Apparent diffusion coefficient values predict response to brachytherapy in bulky cervical cancer

Our results suggest that DWI, and specifically 90th percentile ADC value, has clinical relevance in risk-stratifying patients undergoing ISBT for bulky cervical cancer. We also explored the potential for identifying a 90th percentile ADC threshold that can differentiate patients based on likelihood of complete response to brachytherapy.

While multiple studies in recent years have explored the utility of ADC values in predicting outcomes for cervical cancer in general [24, 25, 30,31,32], little attention has been given to the subset of patients who require ISBT after EBRT. These patients represent a high-risk population and thus would greatly benefit from improved prognostication. Our work suggests that the prognostic utility of ADC values for cervical cancer treated with EBRT can be extended to those tumors requiring ISBT.

Despite mixed results as to whether lower ADC values portend a better or worse prognosis [23, 33], the literature in recent years has generally supported an association between higher ADC values and better outcomes [24, 25, 31, 32, 34,35,36]. Our results are in line with this finding. Figure 3A illustrates an important bimodal distribution: while lower 90th percentile ADC values are spread between the CMR and non-CMR groups, the cohort of patients with high 90th percentile ADC values ( ≥ ~ 2.5 × 10− 3 mm2/s) almost universally achieved a CMR. The upward spread of ADC values in these DWI images likely represents tumor necrosis after EBRT (e.g., Fig. 1D, Patient B, black arrow in the ADC map), portending a favorable response to ISBT [34].
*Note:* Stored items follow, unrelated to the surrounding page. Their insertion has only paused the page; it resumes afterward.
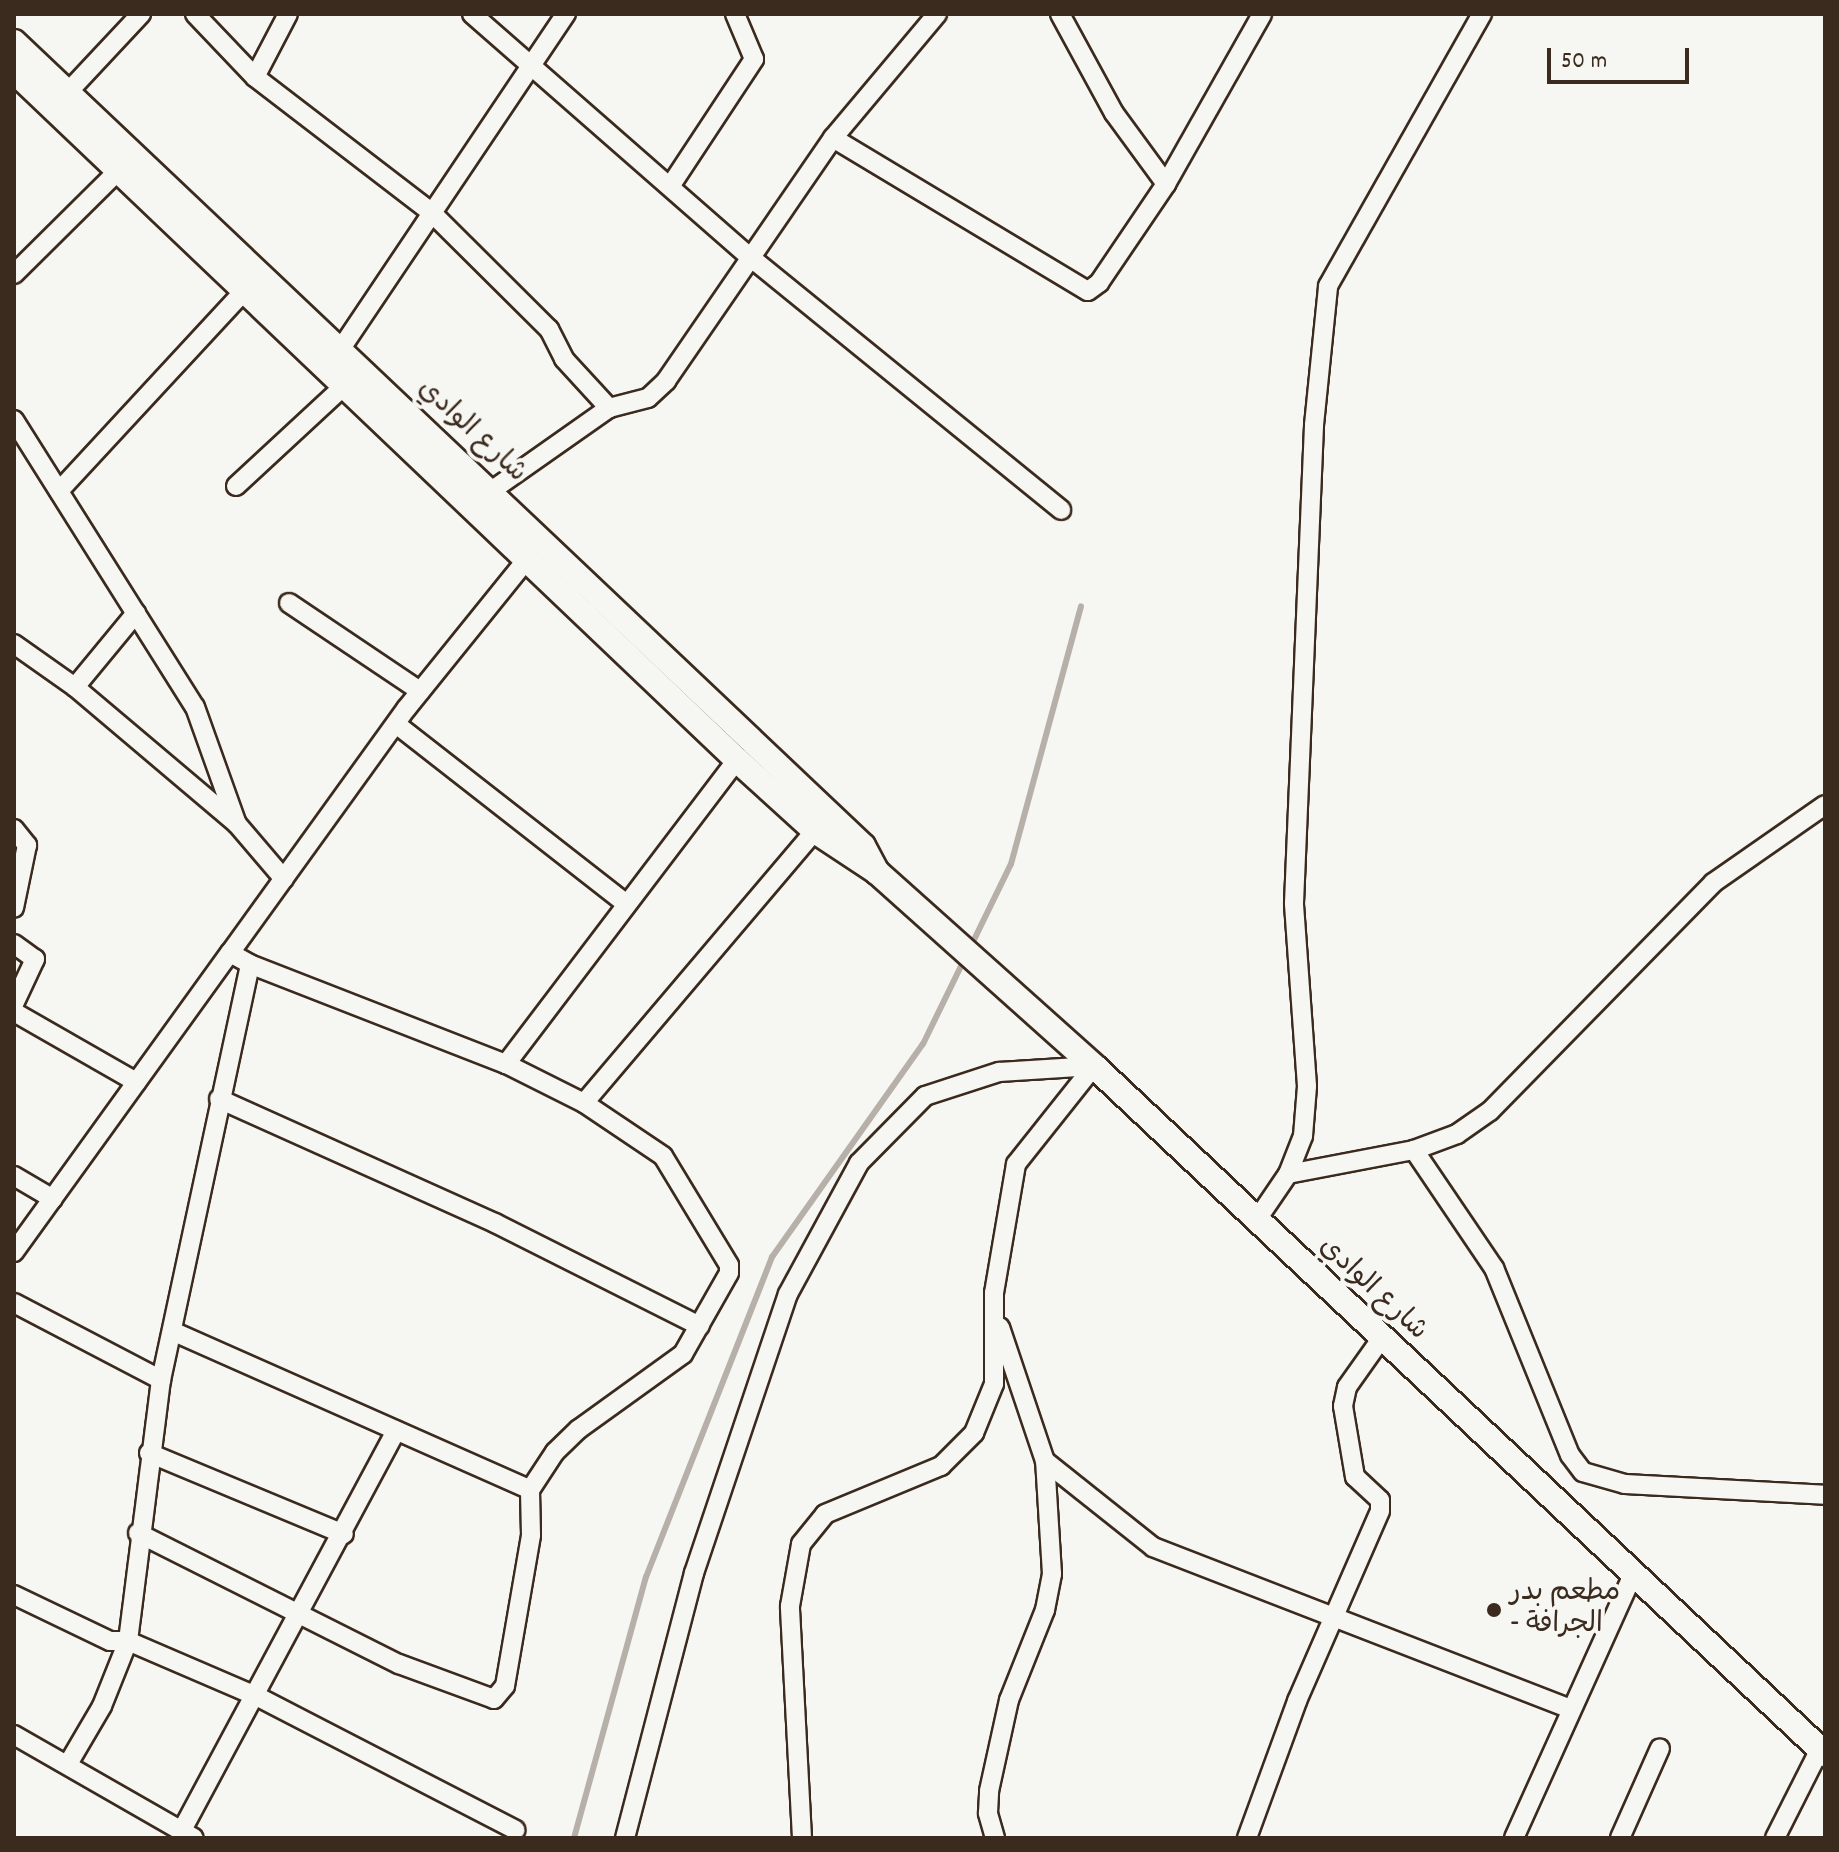 <!DOCTYPE html>
<html>
<head>
<meta charset="utf-8">
<style>
  body { margin:0 }
  #map { position:relative; width:1839px; height:1852px; overflow:hidden; background:#f6f6f2; font-family:Dekko,"Playpen Sans Arabic",sans-serif }
  div>[style] { position:absolute }
  [style*='--x'] { left:calc(var(--x)*1px); top:calc(var(--y)*1px); width:calc(var(--w)*1px); rotate:calc(var(--a)*1deg) }
  .stream>* { height:6px; margin:-3px; padding:0 3px; transform-origin:3px; border-radius:3px; background:#b6b0a9 }
  .roads { filter:drop-shadow(2px 0 #3b2a1e) drop-shadow(-2px 0 #3b2a1e) drop-shadow(0 2px #3b2a1e) drop-shadow(0 -2px #3b2a1e) }
  .street>* { height:18px; margin:-9px; padding:0 9px; transform-origin:9px; border-radius:9px; background:#f6f6f2 }
  .secondary>* { height:24px; margin:-12px; padding:0 12px; transform-origin:12px; border-radius:12px; background:#f6f6f2 }
  .dots>* { width:22px; height:22px; translate:-50% -50%; box-sizing:border-box; border:4px solid #f6f6f2; border-radius:50% }
  span { translate:-50% -50%; white-space:nowrap; text-align:center; line-height:1.15; -webkit-text-stroke:8px #f6f6f2; paint-order:stroke }
  .street-label { font-size:28px; color:#3b2a1e }
  .poi-label { font-size:28px; color:#3b2a1e }
  .left { translate:0 -50%; text-align:left }
  .frame { position:absolute; inset:0; border:16px solid #3b2a1e; pointer-events:none }
  .scale { position:absolute; left:1547px; top:48px; width:142px; height:36px; box-sizing:border-box; border:4px solid #3b2a1e; border-top:0; padding-left:10px; font-size:24px; line-height:28px; white-space:nowrap; color:#3b2a1e; -webkit-text-stroke:6px #f6f6f2; paint-order:stroke }
</style>
</head>
<body>
<div id="map">
  <div class="stream">
    <i style="--x:970;--y:948;--w:93;--a:-64"></i>
    <i style="--x:1011;--y:864;--w:267;--a:-74.8"></i>
    <i style="--x:574;--y:1838;--w:271;--a:-74.6"></i>
    <i style="--x:646;--y:1577;--w:344;--a:-68.5"></i>
    <i style="--x:772;--y:1257;--w:261;--a:-54.7"></i>
    <i style="--x:923;--y:1044;--w:96;--a:-64"></i>
  </div>
  <div class="roads">
    <div class="street">
      <i style="--x:195;--y:14;--w:87;--a:46.4"></i>
      <i style="--x:255;--y:77;--w:223;--a:37.5"></i>
      <i style="--x:432;--y:213;--w:165;--a:44.8"></i>
      <i style="--x:549;--y:329;--w:34;--a:63"></i>
      <i style="--x:564;--y:359;--w:67;--a:47.4"></i>
      <i style="--x:472;--y:14;--w:369;--a:41.2"></i>
      <i style="--x:750;--y:257;--w:401;--a:39.1"></i>
      <i style="--x:1060;--y:14;--w:113;--a:61.4"></i>
      <i style="--x:1114;--y:113;--w:88;--a:53.8"></i>
      <i style="--x:255;--y:77;--w:71;--a:-62.4"></i>
      <i style="--x:68;--y:92;--w:107;--a:-46.9"></i>
      <i style="--x:833;--y:138;--w:297;--a:31"></i>
      <i style="--x:1088;--y:291;--w:14;--a:-36"></i>
      <i style="--x:1099;--y:283;--w:120;--a:-55.9"></i>
      <i style="--x:1166;--y:184;--w:195;--a:-60.5"></i>
      <i style="--x:671;--y:185;--w:151;--a:-56.6"></i>
      <i style="--x:754;--y:59;--w:49;--a:-112.9"></i>
      <i style="--x:14;--y:274;--w:146;--a:-44.7"></i>
      <i style="--x:340;--y:350;--w:405;--a:-56.1"></i>
      <i style="--x:14;--y:420;--w:339;--a:57.8"></i>
      <i style="--x:195;--y:707;--w:124;--a:70.3"></i>
      <i style="--x:236;--y:486;--w:149;--a:-42.8"></i>
      <i style="--x:59;--y:491;--w:275;--a:-47.2"></i>
      <i style="--x:491;--y:491;--w:144;--a:-35.1"></i>
      <i style="--x:609;--y:408;--w:40;--a:-14.4"></i>
      <i style="--x:648;--y:398;--w:25;--a:-43"></i>
      <i style="--x:666;--y:381;--w:295;--a:-55.5"></i>
      <i style="--x:833;--y:138;--w:162;--a:-50"></i>
      <i style="--x:289;--y:603;--w:158;--a:33.9"></i>
      <i style="--x:14;--y:644;--w:75;--a:35.2"></i>
      <i style="--x:75;--y:687;--w:212;--a:40.2"></i>
      <i style="--x:237;--y:824;--w:72;--a:49.5"></i>
      <i style="--x:75;--y:687;--w:96;--a:-50.5"></i>
      <i style="--x:396;--y:724;--w:289;--a:38"></i>
      <i style="--x:14;--y:829;--w:21;--a:51"></i>
      <i style="--x:27;--y:845;--w:64;--a:101.7"></i>
      <i style="--x:14;--y:944;--w:26;--a:36"></i>
      <i style="--x:35;--y:959;--w:50;--a:115"></i>
      <i style="--x:14;--y:1012;--w:141;--a:29.8"></i>
      <i style="--x:506;--y:1064;--w:382;--a:-52.8"></i>
      <i style="--x:219;--y:1099;--w:303;--a:24.2"></i>
      <i style="--x:495;--y:1223;--w:229;--a:26.7"></i>
      <i style="--x:584;--y:1103;--w:357;--a:-49.7"></i>
      <i style="--x:1414;--y:1150;--w:143;--a:55.9"></i>
      <i style="--x:1494;--y:1268;--w:202;--a:67.9"></i>
      <i style="--x:1570;--y:1455;--w:21;--a:53"></i>
      <i style="--x:1583;--y:1472;--w:44;--a:15.9"></i>
      <i style="--x:1625;--y:1484;--w:200;--a:3.1"></i>
      <i style="--x:1288;--y:1174;--w:128;--a:-10.8"></i>
      <i style="--x:1414;--y:1150;--w:46;--a:-20.4"></i>
      <i style="--x:1457;--y:1134;--w:40;--a:-34.9"></i>
      <i style="--x:1490;--y:1111;--w:319;--a:-45.6"></i>
      <i style="--x:1713;--y:883;--w:136;--a:-34.9"></i>
      <i style="--x:14;--y:1176;--w:45;--a:30.5"></i>
      <i style="--x:1256;--y:1221;--w:57;--a:-55.8"></i>
      <i style="--x:1288;--y:1174;--w:41;--a:-68.5"></i>
      <i style="--x:1303;--y:1136;--w:50;--a:-85.4"></i>
      <i style="--x:1307;--y:1086;--w:183;--a:-94.1"></i>
      <i style="--x:1294;--y:903;--w:478;--a:-87.6"></i>
      <i style="--x:1314;--y:425;--w:140;--a:-84.2"></i>
      <i style="--x:1328;--y:286;--w:313;--a:-60.5"></i>
      <i style="--x:14;--y:1252;--w:369;--a:-54.2"></i>
      <i style="--x:14;--y:1303;--w:166;--a:27.6"></i>
      <i style="--x:172;--y:1331;--w:392;--a:23.9"></i>
      <i style="--x:149;--y:1453;--w:211;--a:22.6"></i>
      <i style="--x:1045;--y:1461;--w:138;--a:38.5"></i>
      <i style="--x:1153;--y:1547;--w:447;--a:21.2"></i>
      <i style="--x:138;--y:1533;--w:292;--a:26.7"></i>
      <i style="--x:399;--y:1664;--w:101;--a:20.2"></i>
      <i style="--x:494;--y:1699;--w:17;--a:-50"></i>
      <i style="--x:505;--y:1686;--w:153;--a:-80.2"></i>
      <i style="--x:531;--y:1535;--w:45;--a:-91.3"></i>
      <i style="--x:530;--y:1490;--w:45;--a:-56.7"></i>
      <i style="--x:555;--y:1452;--w:33;--a:-44"></i>
      <i style="--x:579;--y:1429;--w:128;--a:-35.8"></i>
      <i style="--x:683;--y:1354;--w:93;--a:-60.4"></i>
      <i style="--x:729;--y:1273;--w:8;--a:-90"></i>
      <i style="--x:729;--y:1265;--w:127;--a:-121.2"></i>
      <i style="--x:663;--y:1156;--w:95;--a:-146.1"></i>
      <i style="--x:584;--y:1103;--w:87;--a:-153.4"></i>
      <i style="--x:506;--y:1064;--w:275;--a:-158.7"></i>
      <i style="--x:14;--y:1595;--w:106;--a:25.6"></i>
      <i style="--x:110;--y:1641;--w:18;--a:0"></i>
      <i style="--x:128;--y:1641;--w:139;--a:23.3"></i>
      <i style="--x:256;--y:1696;--w:292;--a:27.3"></i>
      <i style="--x:14;--y:1735;--w:207;--a:29.8"></i>
      <i style="--x:68;--y:1764;--w:67;--a:-59.6"></i>
      <i style="--x:102;--y:1706;--w:70;--a:-68.2"></i>
      <i style="--x:128;--y:1641;--w:263;--a:-82.8"></i>
      <i style="--x:161;--y:1380;--w:425;--a:-77.9"></i>
      <i style="--x:250;--y:964;--w:23;--a:-151"></i>
      <i style="--x:230;--y:953;--w:301;--a:-54.2"></i>
      <i style="--x:406;--y:709;--w:193;--a:-51.1"></i>
      <i style="--x:182;--y:1830;--w:453;--a:-61.8"></i>
      <i style="--x:625;--y:1838;--w:274;--a:-75.4"></i>
      <i style="--x:694;--y:1573;--w:294;--a:-71.4"></i>
      <i style="--x:788;--y:1294;--w:149;--a:-61.5"></i>
      <i style="--x:859;--y:1163;--w:94;--a:-45.4"></i>
      <i style="--x:925;--y:1096;--w:78;--a:-18"></i>
      <i style="--x:999;--y:1072;--w:95;--a:-3.6"></i>
      <i style="--x:802;--y:1838;--w:232;--a:-93"></i>
      <i style="--x:790;--y:1606;--w:63;--a:-79.9"></i>
      <i style="--x:801;--y:1544;--w:38;--a:-51"></i>
      <i style="--x:825;--y:1514;--w:126;--a:-22.5"></i>
      <i style="--x:941;--y:1466;--w:47;--a:-45"></i>
      <i style="--x:974;--y:1433;--w:53;--a:-67.8"></i>
      <i style="--x:994;--y:1384;--w:91;--a:-90"></i>
      <i style="--x:994;--y:1293;--w:131;--a:-80.3"></i>
      <i style="--x:1016;--y:1164;--w:125;--a:-51.5"></i>
      <i style="--x:995;--y:1838;--w:26;--a:-106"></i>
      <i style="--x:988;--y:1813;--w:22;--a:-87"></i>
      <i style="--x:989;--y:1791;--w:93;--a:-77.6"></i>
      <i style="--x:1009;--y:1700;--w:97;--a:-68.2"></i>
      <i style="--x:1045;--y:1610;--w:37;--a:-79"></i>
      <i style="--x:1052;--y:1574;--w:113;--a:-93.5"></i>
      <i style="--x:1045;--y:1461;--w:141;--a:-108.6"></i>
      <i style="--x:1247;--y:1838;--w:146;--a:-69.9"></i>
      <i style="--x:1297;--y:1701;--w:207;--a:-66.4"></i>
      <i style="--x:1380;--y:1511;--w:11;--a:-90"></i>
      <i style="--x:1380;--y:1500;--w:34;--a:-137"></i>
      <i style="--x:1355;--y:1477;--w:72;--a:-99.6"></i>
      <i style="--x:1343;--y:1406;--w:19;--a:-78"></i>
      <i style="--x:1347;--y:1387;--w:59;--a:-54.7"></i>
      <i style="--x:1514;--y:1838;--w:286;--a:-65.7"></i>
      <i style="--x:1620;--y:1838;--w:98;--a:-66"></i>
      <i style="--x:1775;--y:1838;--w:100;--a:-63.2"></i>
    </div>
    <div class="secondary">
      <i style="--x:14;--y:42;--w:1169;--a:43.44"></i>
      <i style="--x:863;--y:846;--w:30;--a:62"></i>
      <i style="--x:14;--y:71;--w:999;--a:43.62"></i>
      <i style="--x:737;--y:760;--w:105;--a:42.3"></i>
      <i style="--x:815;--y:831;--w:74;--a:33.5"></i>
      <i style="--x:877;--y:872;--w:291;--a:41.8"></i>
      <i style="--x:1094;--y:1066;--w:1004;--a:43.26"></i>
    </div>
  </div>
  <div class="dots">
    <i style="left:1494px;top:1610px;background:#3b2a1e"></i>
  </div>
  <div class="street-label">
    <span style="left:471px;top:432px;rotate:43deg">شارع الوادي</span>
    <span style="left:1372px;top:1290px;rotate:43deg">شارع الوادي</span>
  </div>
  <div class="poi-label">
    <span class="left" style="left:1510px;top:1610px">مطعم بدر<br>- الجرافة</span>
  </div>
  <div class="frame"></div>
  <div class="scale">50 m</div>
</div>
</body>
</html>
Despite consensus on the direction of this association, agreement has not yet been reached as to ADC cutoff values that could be used to risk-stratify cervical cancer patients. Ho, et al. found a 90th percentile pretreatment ADC cutoff value of 1.917 × 10− 3 mm2/s, with lower values associated with worsened outcomes [25], while our data suggests a 90th percentile ADC cutoff value of 2.10 × 10− 3 mm2/s. Two notable distinctions are that in our analysis our scans were all acquired following EBRT and prior to BT (rather than at baseline) and our focus was on metabolic response, given our population of bulky local disease, rather than survival or progression-free survival. Ultimately, patients in our cohort with a 90th percentile ADC value above this threshold were 5.3 times more likely to achieve a CMR.

Importantly, our DWI analysis reaffirms that the relevance of percentile ADC threshold is b value dependent. For our study, 90th percentile ADC threshold from b500 distinguishes a subgroup of patients between the CMR and non-CMR group, while 90th percentile ADC from b1000 obscures such distinction in the high ADC regime. This is because of the noise floor effect of diffusion weighted image signal in the tumor necrosis region [37], which contains almost freely diffusing tissue water (hence high b value diffusion weighting crushes the signal down to noise floor) and contributes most to the 90th percentile ADC. Choosing an optimal b value for similar studies hence depends on ensuring sufficient signal-to-noise ratio for the tumor necrosis region. As it is well-known that ADC value depends on many technical details (e.g., b value) of the diffusion MRI protocol, the threshold found in this study has limited generalizability beyond a single site or across MRI scanner vendors. Further studies drawn from multiple institutions are needed to explore appropriate ADC cutoffs and their role in clinical practice.

Additionally, manual delineation of the tumor region and whole cervix is subject to error, especially at uncertain boundaries. Transformation of regions drawn on T2w anatomical images to ADC maps further compounds any boundary errors. Thus, ADC percentile measures are inevitably sensitive to error in ROI boundary definition and may be influenced by expertise in tumor identification; the impact of this represents another area for future study.

Lastly, the small cohort size of this study limited the strength of some of our statistical measures, hence the exploratory nature of our univariate and multivariate analyses of the potential of DWI in clinical prognostication. Further, while data support that complete metabolic response on PET-CT following therapy is associated with improved overall survival and a reduced risk of isolated local recurrence [10,11,12], we acknowledge that it is remains a surrogate endpoint for actual local failure or disease-free survival. In addition, our diffusion MRI protocols contain imaging parameter variations (e.g., field strength, TR, number of slices, etc.) which is not uncommon in clinical practice (as compared to a prospective research study). Despite this limitation, the quality assurance of our DWI analysis (Fig. 3) rules out common systematic measurement biases in our ADC measurement and adds confidence in designing larger studies in real-world clinical radiology sites.